My Calling- Parent of Special Youth
I don’t want to rush to judgment about a case that is still under investigation, nor do I want to reduce the loss of a life to a single
label, one particular conflict, or the responsibility of any one person. The deceased deserves respect. The family deserves the truth.
And the public owes them restraint.
What has struck so many people about this tragedy is that it exposes a longstanding problem that is too often overlooked: when inclusive
education is introduced into preschools and schools without sufficient professional support, adequate staffing, effective communication
between families and schools, or strong administrative backing, frontline teachers inevitably become the ones who absorb every pressure.
Inclusive education has never simply meant placing children with special needs into mainstream classrooms.
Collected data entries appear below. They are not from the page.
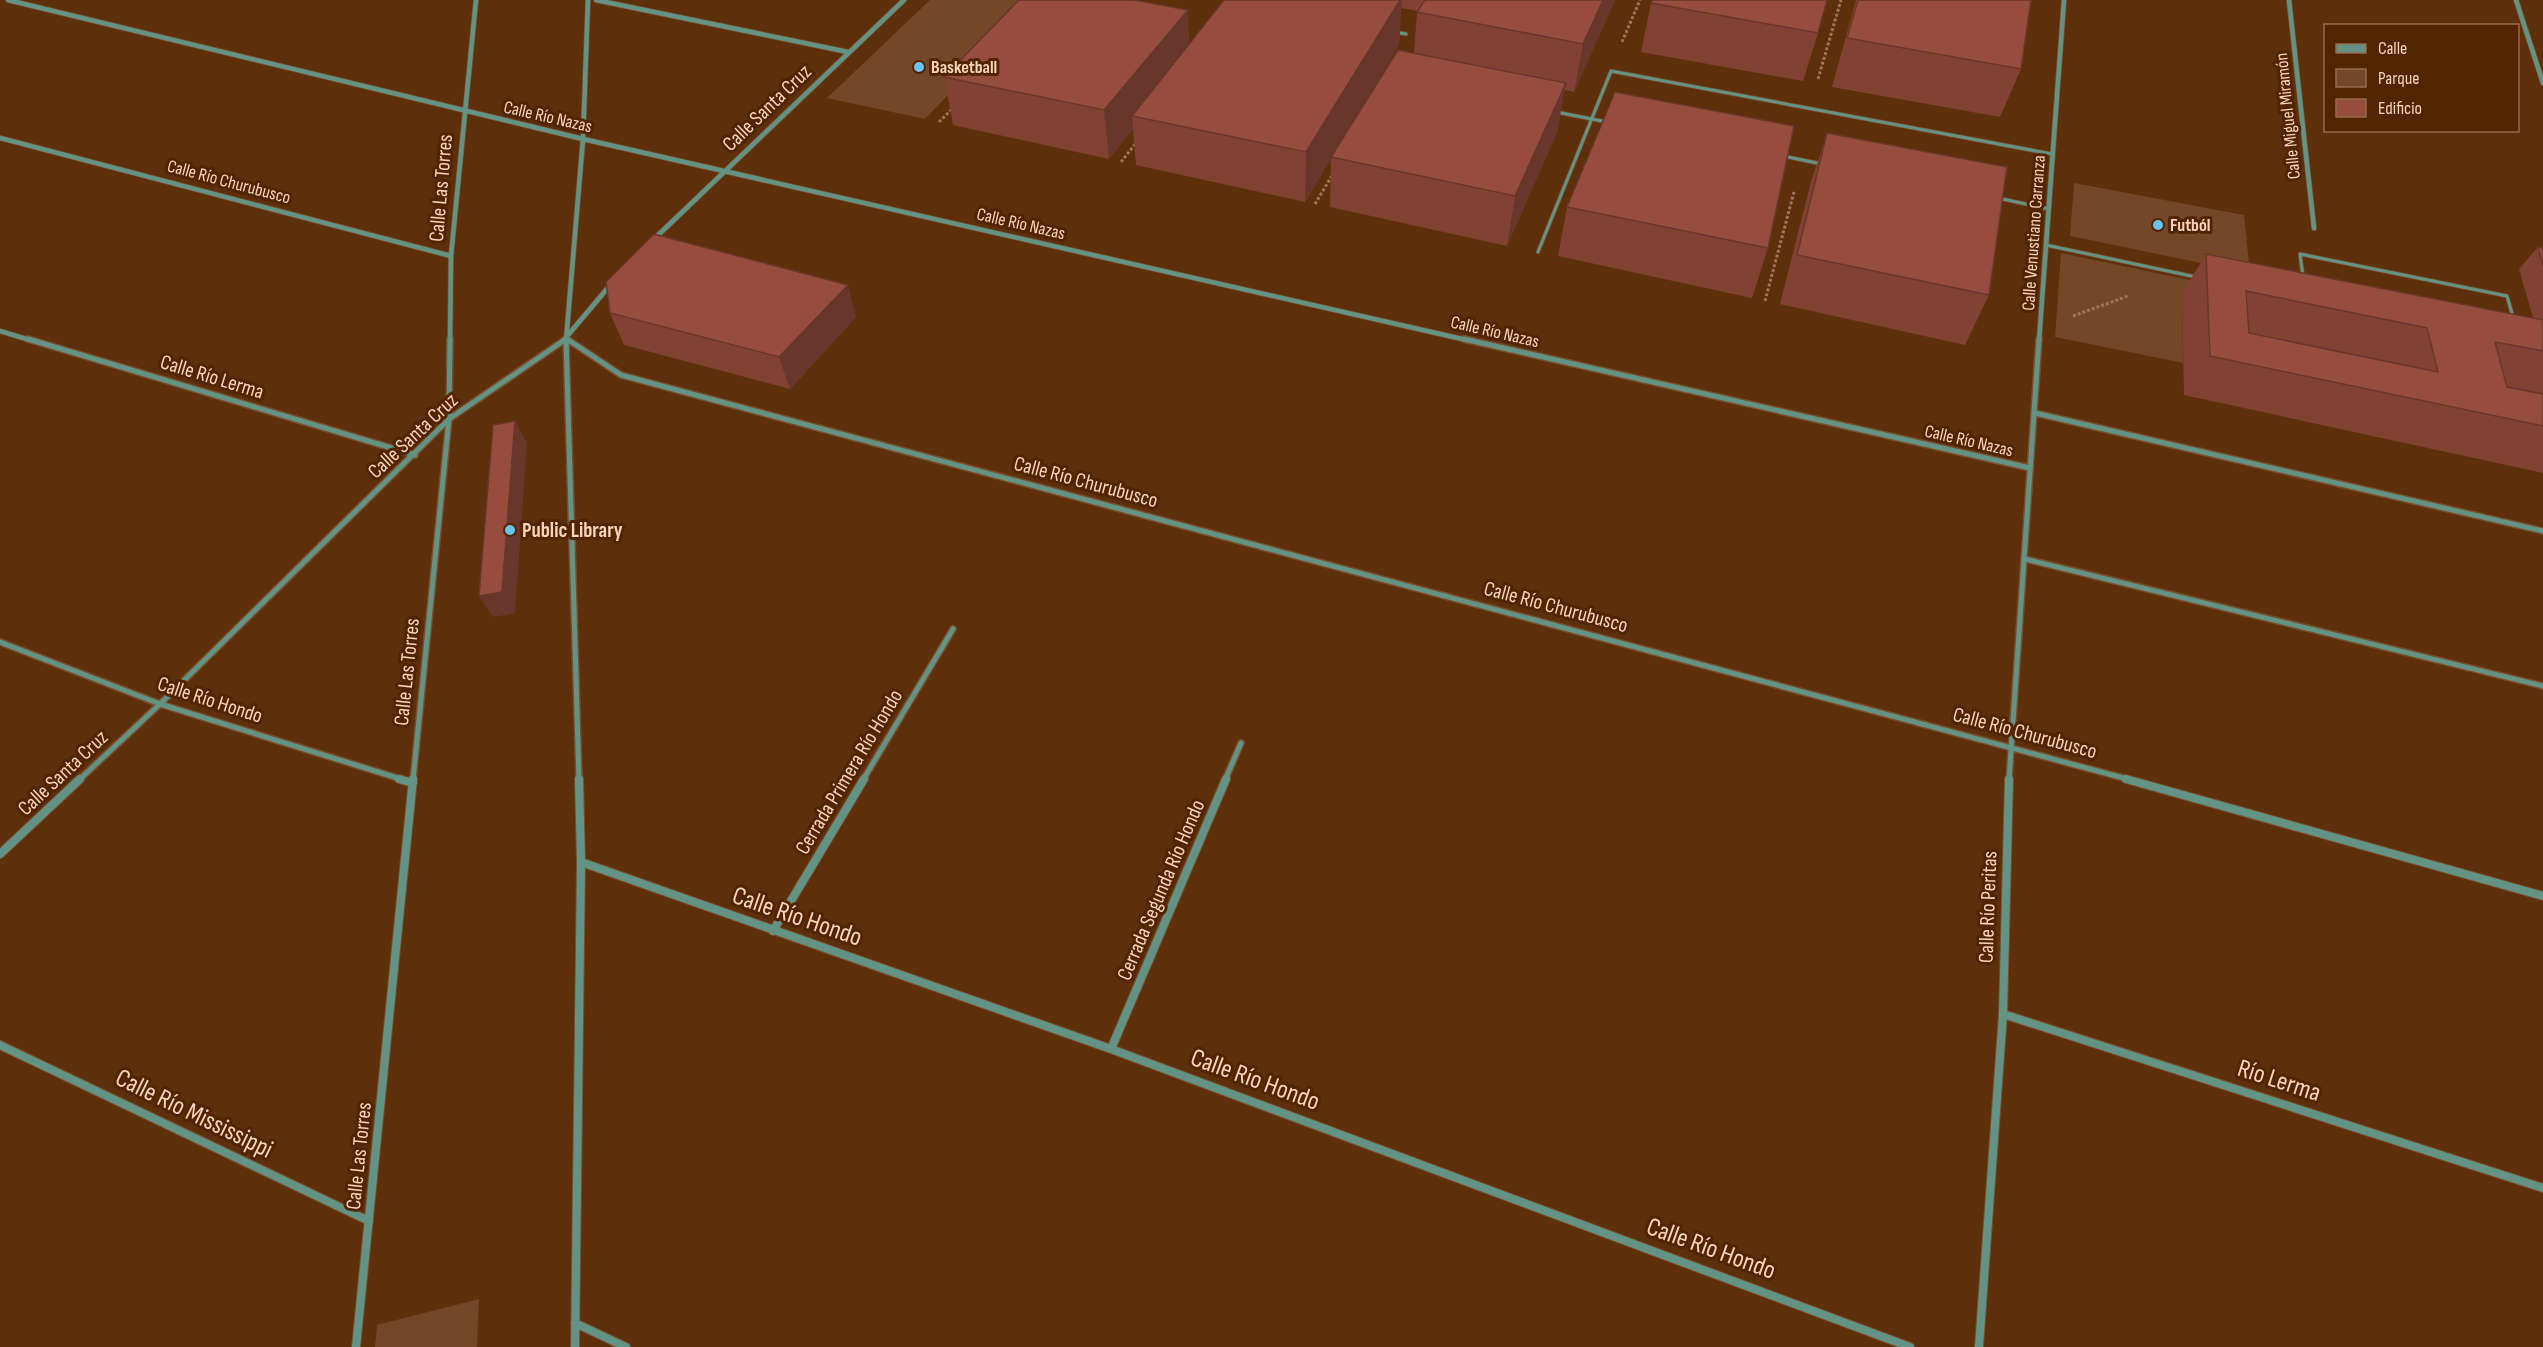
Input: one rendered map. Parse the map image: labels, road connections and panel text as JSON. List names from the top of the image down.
{
  "streets": {
    "street": [
      "Calle Santa Cruz",
      "Calle Miguel Miramón",
      "Calle Río Nazas",
      "Calle Río Churubusco",
      "Calle Las Torres",
      "Calle Venustiano Carranza",
      "Calle Río Lerma",
      "Calle Río Hondo",
      "Cerrada Primera Río Hondo",
      "Cerrada Segunda Río Hondo",
      "Calle Río Peritas",
      "Río Lerma",
      "Calle Río Mississippi"
    ]
  },
  "crossings": [
    ["Calle Santa Cruz", "Calle Río Nazas"],
    ["Calle Santa Cruz", "Calle Río Churubusco"],
    ["Calle Santa Cruz", "Calle Las Torres"],
    ["Calle Santa Cruz", "Calle Río Lerma"],
    ["Calle Santa Cruz", "Calle Río Hondo"],
    ["Calle Río Nazas", "Calle Las Torres"],
    ["Calle Río Nazas", "Calle Venustiano Carranza"],
    ["Calle Río Nazas", "Calle Río Peritas"],
    ["Calle Río Churubusco", "Calle Las Torres"],
    ["Calle Río Churubusco", "Calle Río Peritas"],
    ["Calle Las Torres", "Calle Río Hondo"],
    ["Calle Las Torres", "Calle Río Mississippi"],
    ["Calle Venustiano Carranza", "Calle Río Peritas"],
    ["Calle Río Hondo", "Cerrada Primera Río Hondo"],
    ["Calle Río Hondo", "Cerrada Segunda Río Hondo"],
    ["Calle Río Peritas", "Río Lerma"]
  ],
  "places": ["Basketball", "Futból", "Public Library"],
  "legend": ["Calle", "Parque", "Edificio"]
}
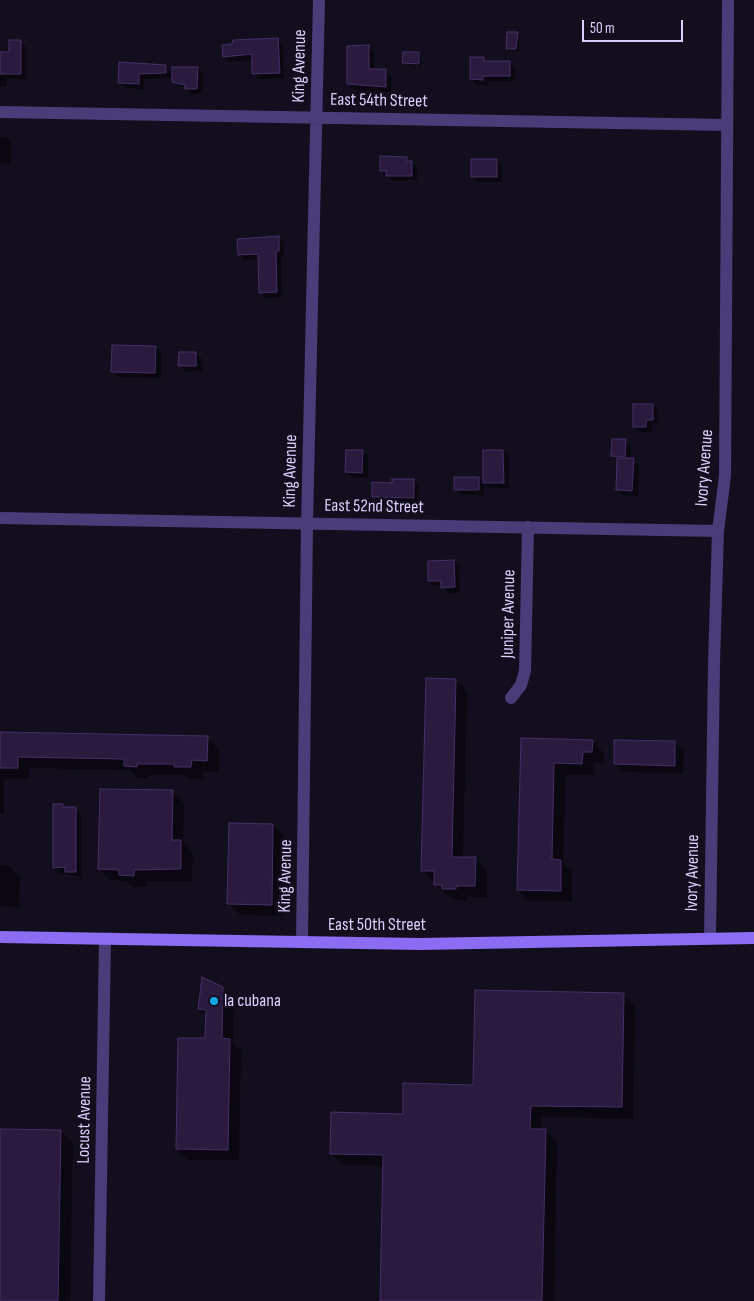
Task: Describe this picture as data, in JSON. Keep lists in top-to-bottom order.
{
  "streets": {
    "main road": ["East 50th Street"],
    "street": [
      "King Avenue",
      "East 54th Street",
      "Ivory Avenue",
      "East 52nd Street",
      "Juniper Avenue",
      "Locust Avenue"
    ]
  },
  "crossings": [
    ["King Avenue", "East 54th Street"],
    ["King Avenue", "East 52nd Street"],
    ["King Avenue", "East 50th Street"],
    ["East 54th Street", "Ivory Avenue"],
    ["Ivory Avenue", "East 52nd Street"],
    ["Ivory Avenue", "East 50th Street"],
    ["East 52nd Street", "Juniper Avenue"],
    ["East 50th Street", "Locust Avenue"]
  ],
  "places": ["la cubana"],
  "scale_bar": "50 m"
}
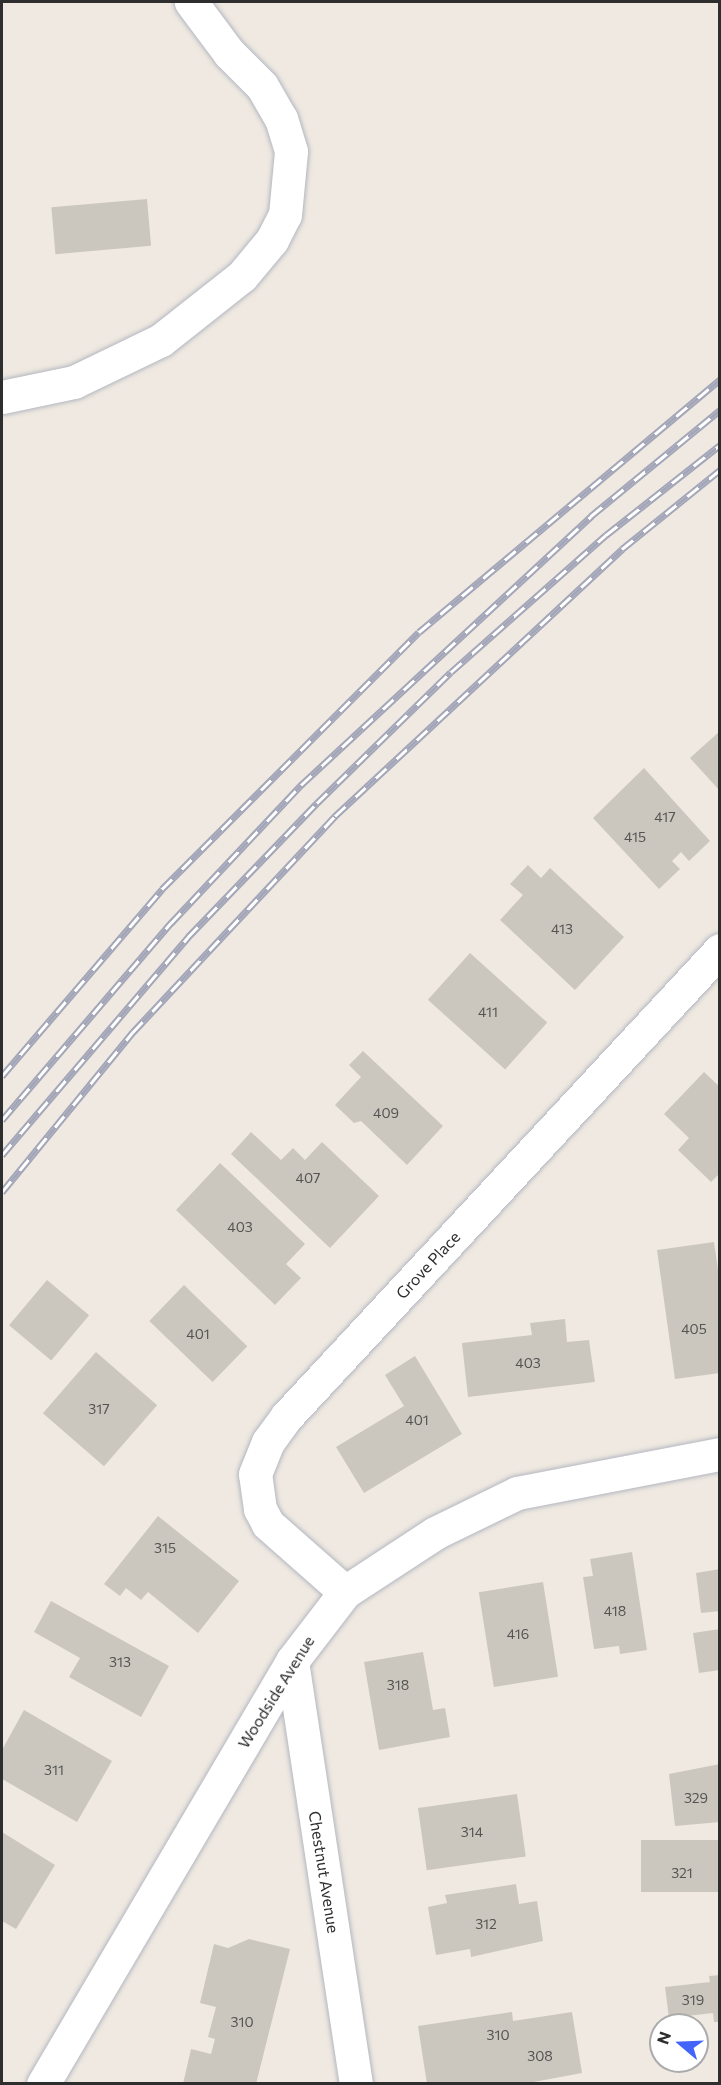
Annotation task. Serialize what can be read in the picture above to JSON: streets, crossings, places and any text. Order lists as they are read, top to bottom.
{
  "streets": {
    "street": ["Grove Place", "Woodside Avenue", "Chestnut Avenue"]
  },
  "crossings": [
    ["Grove Place", "Woodside Avenue"],
    ["Woodside Avenue", "Chestnut Avenue"]
  ],
  "house_numbers": [
    "417",
    "415",
    "413",
    "411",
    "409",
    "407",
    "403",
    "405",
    "401",
    "403",
    "317",
    "401",
    "315",
    "418",
    "416",
    "313",
    "318",
    "311",
    "329",
    "314",
    "321",
    "312",
    "319",
    "310",
    "310",
    "308"
  ],
  "north": "left"
}
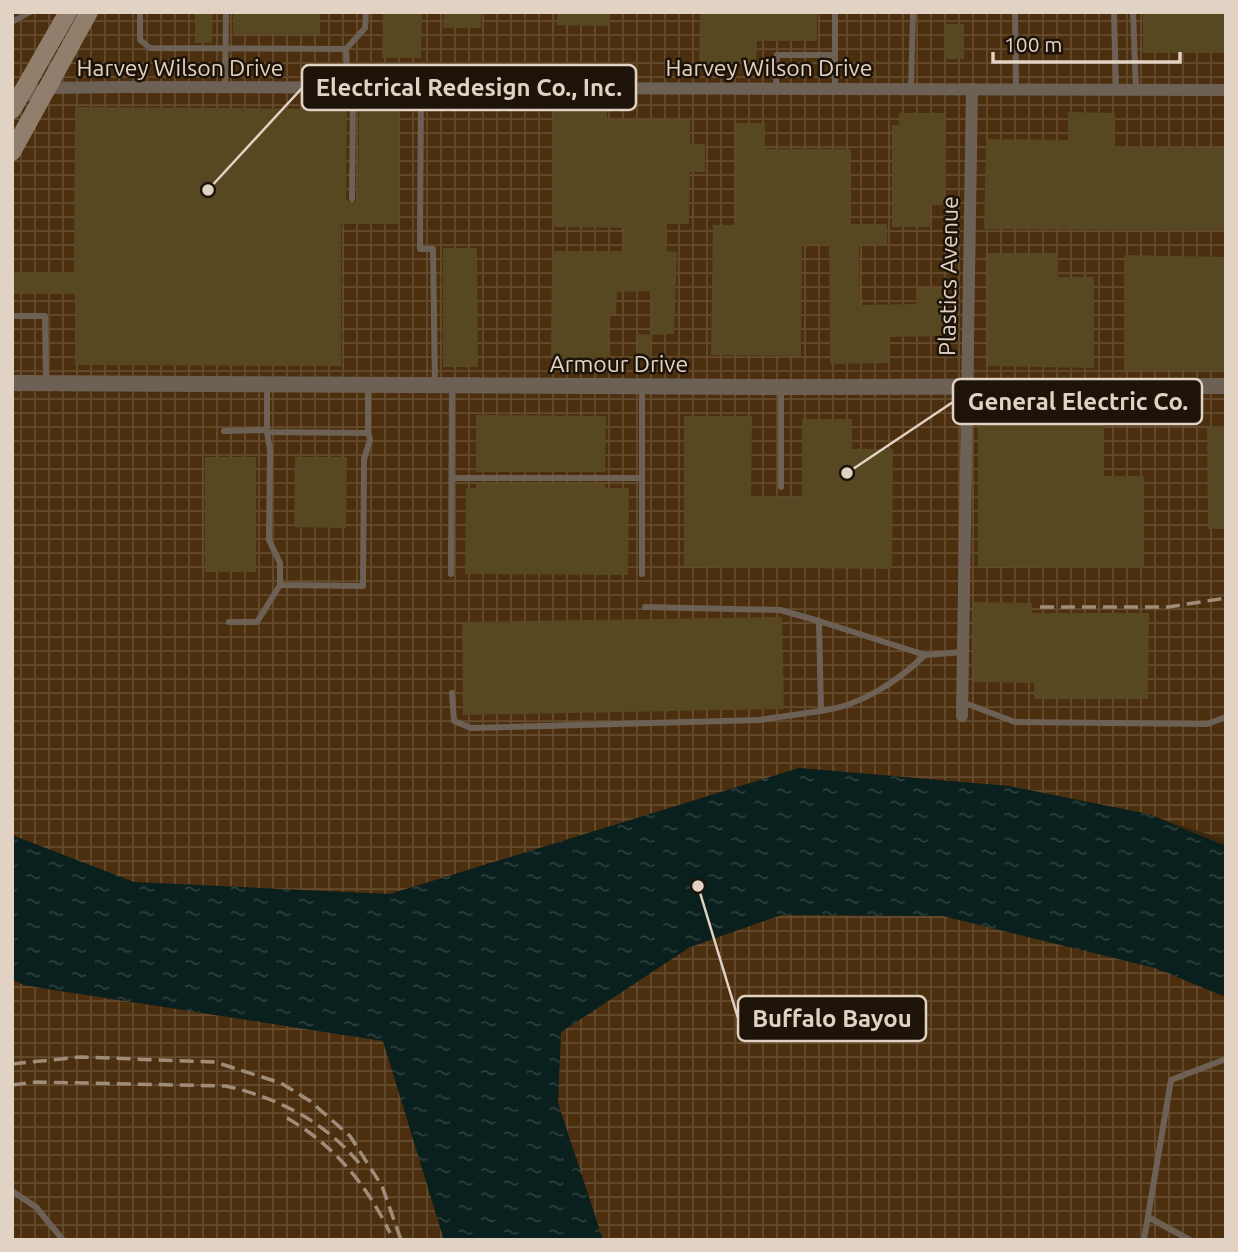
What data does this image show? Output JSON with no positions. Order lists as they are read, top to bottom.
{
  "streets": {
    "street": ["Harvey Wilson Drive", "Plastics Avenue", "Armour Drive"]
  },
  "crossings": [
    ["Harvey Wilson Drive", "Plastics Avenue"],
    ["Plastics Avenue", "Armour Drive"]
  ],
  "places": ["Electrical Redesign Co., Inc.", "General Electric Co.", "Buffalo Bayou"],
  "scale_bar": "100 m"
}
Its true purpose is not merely physical integration or putting different children in the same room. Genuine inclusion is about creating an environment in which every life involved can flourish.
Children with special needs should receive a more compassionate, supportive, and accepting environment in which to grow.
Typically developing children should learn to recognize differences, respect diversity, and develop empathy.
Teachers, through their daily work, should rediscover the true meaning of education—that education is not simply about imparting knowledge, but about nurturing lives, supporting lives, and helping each person become who they are meant to be.
Parents, too, should come to understand that every human life possesses inherent worth. No one needs to earn the right to exist or prove their value. Life itself is sacred—a precious gift from God.
Achieving this ideal is extraordinarily difficult.
Even in the United States, which is often regarded as having one of the world’s more developed systems of support for people with disabilities, reality still falls far short of this vision. Laws can protect certain rights. Professional expertise can provide effective methods. But creating a truly warm, understanding, and inclusive environment still requires the collective effort of families, teachers, specialists, communities, and society as a whole.
The fact that perfection is difficult does not mean we should stop trying.
On the contrary, precisely because it is difficult, we should continue asking ourselves:
What is the true value of human life?
In an age of unprecedented technological progress and material abundance, how should we redefine human dignity?
How can we use technology and public policy to build a society that is more compassionate, more civilized, and more inclusive—one in which everyone, especially those who are most vulnerable, can share in the benefits of social progress?
The law of the jungle—survival of the fittest—is far too cold.
True strength should never be measured by one’s ability to seize resources from others. Rather, those with strength have the ability, the responsibility, and the moral obligation to protect and support those who are weaker.
The true measure of a civilized society lies in how it treats those who are most easily overlooked, misunderstood, or left behind.
I believe this because I have lived it myself.
For years, I have raised my younger son, who is on the autism spectrum, largely on my own in the United States.
The hardships of that journey are difficult to put into words.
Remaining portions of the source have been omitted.